TASK PROMPT: Wherever the string "absolute" shows up in the material below, copy that line.

SUPPLIED MATERIAL:
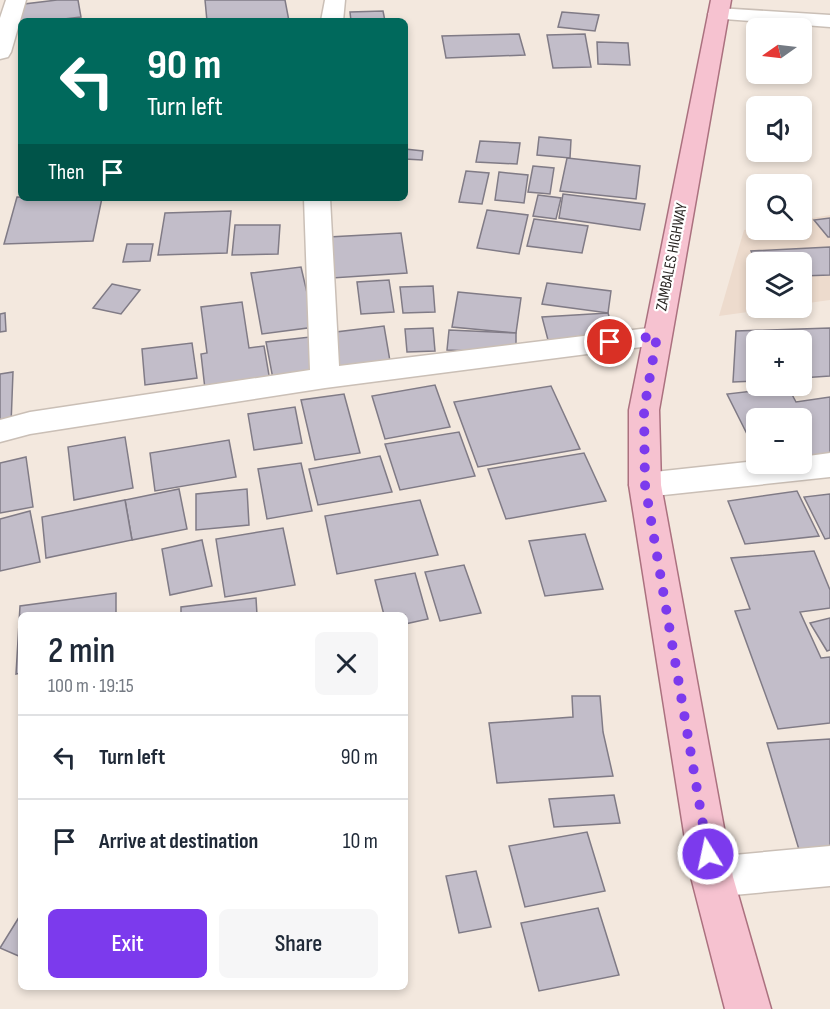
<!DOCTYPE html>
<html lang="en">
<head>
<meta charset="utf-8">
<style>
	:root { --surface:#fff; --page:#f6f6f7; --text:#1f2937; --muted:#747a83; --line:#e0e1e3; --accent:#7c3aed }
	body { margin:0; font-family:"Sofia Sans Condensed",sans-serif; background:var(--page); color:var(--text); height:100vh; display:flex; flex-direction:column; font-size:22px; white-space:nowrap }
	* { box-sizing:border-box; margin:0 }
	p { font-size:20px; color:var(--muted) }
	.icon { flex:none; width:33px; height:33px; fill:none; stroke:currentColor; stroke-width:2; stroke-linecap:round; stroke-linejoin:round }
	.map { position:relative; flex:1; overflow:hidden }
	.panel { position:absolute; left:18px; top:612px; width:390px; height:378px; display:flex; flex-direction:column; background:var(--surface); border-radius:9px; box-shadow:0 3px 9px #0003 }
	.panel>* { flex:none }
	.top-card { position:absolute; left:18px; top:18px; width:390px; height:183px; border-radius:9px; box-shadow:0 3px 9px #0003; background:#00695c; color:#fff; overflow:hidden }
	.needle { width:39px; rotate:256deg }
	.controls { position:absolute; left:746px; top:18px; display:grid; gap:12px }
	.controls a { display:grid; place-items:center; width:66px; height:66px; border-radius:9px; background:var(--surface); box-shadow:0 3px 9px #0003; font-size:30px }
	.pin { position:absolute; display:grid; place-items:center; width:51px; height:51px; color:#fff; margin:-26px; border:3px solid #fff; border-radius:50%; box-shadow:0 2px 6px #0007 }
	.me { position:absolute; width:66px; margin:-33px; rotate:350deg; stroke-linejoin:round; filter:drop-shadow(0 0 4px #0008) }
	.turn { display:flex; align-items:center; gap:21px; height:126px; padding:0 30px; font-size:27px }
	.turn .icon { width:78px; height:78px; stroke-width:2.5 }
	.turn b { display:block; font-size:42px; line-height:51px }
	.then { display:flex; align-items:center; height:57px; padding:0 30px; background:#0003; gap:12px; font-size:22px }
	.round { display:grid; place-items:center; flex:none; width:63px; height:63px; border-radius:9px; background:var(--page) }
	.head { display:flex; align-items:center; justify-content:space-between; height:102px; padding:0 30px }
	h1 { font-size:36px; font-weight:600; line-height:45px }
	.primary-button { display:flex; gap:12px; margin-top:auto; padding:12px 30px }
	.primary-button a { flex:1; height:69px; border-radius:9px; background:var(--accent); color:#fff; font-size:24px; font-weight:600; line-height:69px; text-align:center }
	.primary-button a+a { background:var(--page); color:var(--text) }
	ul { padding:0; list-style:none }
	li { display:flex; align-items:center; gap:18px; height:84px; padding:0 30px; border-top:2px solid var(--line) }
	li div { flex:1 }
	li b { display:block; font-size:22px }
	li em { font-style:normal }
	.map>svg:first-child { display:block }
	.built { fill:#eddbcd }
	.building { fill:#c2bdc9; stroke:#807b86; stroke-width:1.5 }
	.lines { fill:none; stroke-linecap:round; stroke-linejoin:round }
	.street-casing { stroke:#cabfb6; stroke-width:3 }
	.primary-casing { stroke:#ab717f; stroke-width:3 }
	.street { fill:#fff; fill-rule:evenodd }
	.primary { fill:#f6c2d0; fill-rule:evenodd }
	.route { stroke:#7c3aed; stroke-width:10; stroke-dasharray:0 18 }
	.labels { text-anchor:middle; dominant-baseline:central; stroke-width:4.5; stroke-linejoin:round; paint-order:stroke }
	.street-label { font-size:16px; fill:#2a2623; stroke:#fff }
</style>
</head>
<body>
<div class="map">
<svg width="830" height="1009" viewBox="0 0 830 1009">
	<rect width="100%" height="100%" fill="#f3e8de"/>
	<!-- built -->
	<path class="built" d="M830 215V300L801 304V262H756V308H777L719 316 744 230 756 228 801 230V220Z"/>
	<!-- building -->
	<g class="building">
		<path d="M57 0H78L81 17 47 21H21V24L19 25 16 5Z"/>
		<path d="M205 0H285L289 21H207Z"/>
		<path d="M383 11 385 21H351L350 12Z"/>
		<path d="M562 12 599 15 595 31 558 27Z"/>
		<path d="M519 34 525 55 446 58 442 36Z"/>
		<path d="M585 34 591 67 553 68 547 35Z"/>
		<path d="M597 42 628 43 630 65 598 64Z"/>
		<path d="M539 137 571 140 570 158 537 155Z"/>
		<path d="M480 141 520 143 517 164 476 162Z"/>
		<path d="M405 149 423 151 422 160 405 159Z"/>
		<path d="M567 158 640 166 636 199 560 191Z"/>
		<path d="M533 166 554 168 550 194 528 192Z"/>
		<path d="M466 171 489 173 482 204 459 202Z"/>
		<path d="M499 172 528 175 524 203 495 200Z"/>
		<path d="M563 194 645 204 640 230 559 218Z"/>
		<path d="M538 195 561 198 556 219 533 216Z"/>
		<path d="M17 197 102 198 93 241 4 244Z"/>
		<path d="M487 210 528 215 519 254 477 248Z"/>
		<path d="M231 211 227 253 158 255 165 213Z"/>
		<path d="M830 218V237H828L814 220Z"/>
		<path d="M534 219 588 226 582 253 527 246Z"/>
		<path d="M235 225H280L278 254 232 255Z"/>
		<path d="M401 233 407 273 332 278 329 237Z"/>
		<path d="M127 244H153L150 261 123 262Z"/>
		<path d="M830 247V275L801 276V262L756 263 751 251Z"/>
		<path d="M301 267 315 327 262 334 251 273Z"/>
		<path d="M389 280 394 312 361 314 357 282Z"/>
		<path d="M547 283 611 291 608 313 542 304Z"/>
		<path d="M112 284 140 290 121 314 93 308Z"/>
		<path d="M433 286 435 312 403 313 400 287Z"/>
		<path d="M458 292 521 298 516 333 452 327Z"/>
		<path d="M242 302 249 348 264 346 270 381 205 389 201 354 207 353 201 307Z"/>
		<path d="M5 313 6 331 0 332V314Z"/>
		<path d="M608 313 615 336 548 340 542 317Z"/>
		<path d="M384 326 390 361 339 367 336 332Z"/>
		<path d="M433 328 435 351 407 352 405 329Z"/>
		<path d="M830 328V376L801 378V340H756V381L733 382 736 331Z"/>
		<path d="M449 330 516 333V353L447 350Z"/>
		<path d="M310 337 318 373 273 379 266 342Z"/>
		<path d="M192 343 197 378 145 385 142 349Z"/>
		<path d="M13 372 11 425 0 428V374Z"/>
		<path d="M435 385 450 427 385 439 372 396Z"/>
		<path d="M551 386 580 449 478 467 454 402Z"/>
		<path d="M788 387 796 402 830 397V463L817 465 801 434V418H756V433L747 434 727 394Z"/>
		<path d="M344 394 360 453 315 460 301 400Z"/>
		<path d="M295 407 302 443 254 450 248 414Z"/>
		<path d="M459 432 475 476 400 490 385 444Z"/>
		<path d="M125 437 133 488 74 500 68 447Z"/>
		<path d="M229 440 236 477 155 491 150 453Z"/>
		<path d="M584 453 606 501 506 519 488 469Z"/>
		<path d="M380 456 392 492 318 505 309 469Z"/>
		<path d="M26 457 33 507 0 513V463Z"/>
		<path d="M301 463 312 511 267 519 258 469Z"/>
		<path d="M179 489 187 529 132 540 125 500Z"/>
		<path d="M247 489 249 525 196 530V494Z"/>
		<path d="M797 491 819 536 745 544 728 501Z"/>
		<path d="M830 494V538L825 539 804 497Z"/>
		<path d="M125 500 132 540 46 558 42 517Z"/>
		<path d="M420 500 438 555 337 574 325 516Z"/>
		<path d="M30 511 40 562 0 571V519Z"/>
		<path d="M283 528 295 585 225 597 216 539Z"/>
		<path d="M585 534 603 589 545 596 529 541Z"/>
		<path d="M202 540 212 586 170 595 162 549Z"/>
		<path d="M814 551 830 590V608L800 612 821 658 830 657V723L778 729 735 611 750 609 731 558Z"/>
		<path d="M464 565 481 613 440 621 425 572Z"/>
		<path d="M415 573 428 619 405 624V615H384L375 580Z"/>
		<path d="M116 593V615H21V673L16 674 20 606Z"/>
		<path d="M256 598 257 615H181V607Z"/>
		<path d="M830 618V650L827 651 810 623Z"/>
		<path d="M572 696H600L603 732 613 776 497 783 489 723 573 717Z"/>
		<path d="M830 739V851L800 853 767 743Z"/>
		<path d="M614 795 620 823 554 827 549 799Z"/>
		<path d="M587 832 605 891 525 907 509 846Z"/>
		<path d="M476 871 491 927 459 933 446 876Z"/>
		<path d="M598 908 619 975 539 991 521 923Z"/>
		<path d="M21 914V957L0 948Z"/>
	</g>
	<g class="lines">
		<!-- street casing -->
		<g class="street-casing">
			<g id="street">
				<path d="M6 0H26L11 52 8 57 0 59V18Z"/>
				<path d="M325 0H345L343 21H321Z"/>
				<path d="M718 8 830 15V27L711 18 708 14 711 10Z"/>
				<path d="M304 198H330L339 366 657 327 667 329 671 336 667 343 657 345 325 388 30 434 0 442V420L30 412 310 370Z"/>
				<path d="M830 453V477L645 497 634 493 629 485 634 477 645 473 756 461V464H801V457Z"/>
				<path d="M830 846V886L712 897 697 891 691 877 697 863 712 857Z"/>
			</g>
		</g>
		<!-- primary casing -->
		<g class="primary-casing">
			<path id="primary" d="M711 0H731L659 410 661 485 733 877 771 1009H725L691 877 629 485V410Z"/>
		</g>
		<!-- street -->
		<use href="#street" class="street"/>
		<!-- primary -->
		<use href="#primary" class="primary"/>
	</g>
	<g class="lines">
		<!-- route -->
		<path class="route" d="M610 342 657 336 644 410 645 485 708 854"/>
	</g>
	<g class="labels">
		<!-- street labels -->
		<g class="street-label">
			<text transform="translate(672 257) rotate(-79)">ZAMBALES HIGHWAY</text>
		</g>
	</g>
</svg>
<div class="controls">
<a><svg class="needle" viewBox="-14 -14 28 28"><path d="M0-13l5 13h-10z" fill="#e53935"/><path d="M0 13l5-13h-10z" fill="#747a83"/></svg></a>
<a><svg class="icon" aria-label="sound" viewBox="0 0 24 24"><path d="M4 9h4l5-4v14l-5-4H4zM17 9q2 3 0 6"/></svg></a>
<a><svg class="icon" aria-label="search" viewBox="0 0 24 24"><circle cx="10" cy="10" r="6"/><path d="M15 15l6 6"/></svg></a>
<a><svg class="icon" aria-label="layers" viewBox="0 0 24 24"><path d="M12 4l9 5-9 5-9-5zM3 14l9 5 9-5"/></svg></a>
<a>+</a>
<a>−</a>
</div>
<div class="pin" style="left:610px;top:342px;background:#d93025"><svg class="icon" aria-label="arrive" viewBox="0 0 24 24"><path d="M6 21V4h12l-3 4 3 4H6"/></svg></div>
<svg class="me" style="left:708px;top:854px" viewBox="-20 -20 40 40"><circle r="17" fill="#7c3aed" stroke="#fff" stroke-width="3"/><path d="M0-11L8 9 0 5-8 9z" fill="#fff"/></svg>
<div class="top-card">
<div class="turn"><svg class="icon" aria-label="left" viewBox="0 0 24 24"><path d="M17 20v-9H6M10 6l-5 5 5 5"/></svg><div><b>90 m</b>Turn left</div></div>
<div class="then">Then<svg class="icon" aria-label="arrive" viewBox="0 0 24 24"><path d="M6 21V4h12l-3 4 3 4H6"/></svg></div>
</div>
<section class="panel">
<div class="head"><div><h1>2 min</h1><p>100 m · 19:15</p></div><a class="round"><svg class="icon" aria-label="close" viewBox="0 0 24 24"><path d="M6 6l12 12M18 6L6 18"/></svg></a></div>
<ul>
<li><svg class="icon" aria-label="left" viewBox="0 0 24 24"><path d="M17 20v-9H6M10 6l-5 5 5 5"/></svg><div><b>Turn left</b></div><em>90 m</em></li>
<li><svg class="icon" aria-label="arrive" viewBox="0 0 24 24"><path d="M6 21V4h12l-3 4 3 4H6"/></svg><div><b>Arrive at destination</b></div><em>10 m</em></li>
</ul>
<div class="primary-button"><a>Exit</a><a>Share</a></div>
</section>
</div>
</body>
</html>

EXERCISE OUTPUT:
	.panel { position:absolute; left:18px; top:612px; width:390px; height:378px; display:flex; flex-direction:column; background:var(--surface); border-radius:9px; box-shadow:0 3px 9px #0003 }
	.top-card { position:absolute; left:18px; top:18px; width:390px; height:183px; border-radius:9px; box-shadow:0 3px 9px #0003; background:#00695c; color:#fff; overflow:hidden }
	.controls { position:absolute; left:746px; top:18px; display:grid; gap:12px }
	.pin { position:absolute; display:grid; place-items:center; width:51px; height:51px; color:#fff; margin:-26px; border:3px solid #fff; border-radius:50%; box-shadow:0 2px 6px #0007 }
	.me { position:absolute; width:66px; margin:-33px; rotate:350deg; stroke-linejoin:round; filter:drop-shadow(0 0 4px #0008) }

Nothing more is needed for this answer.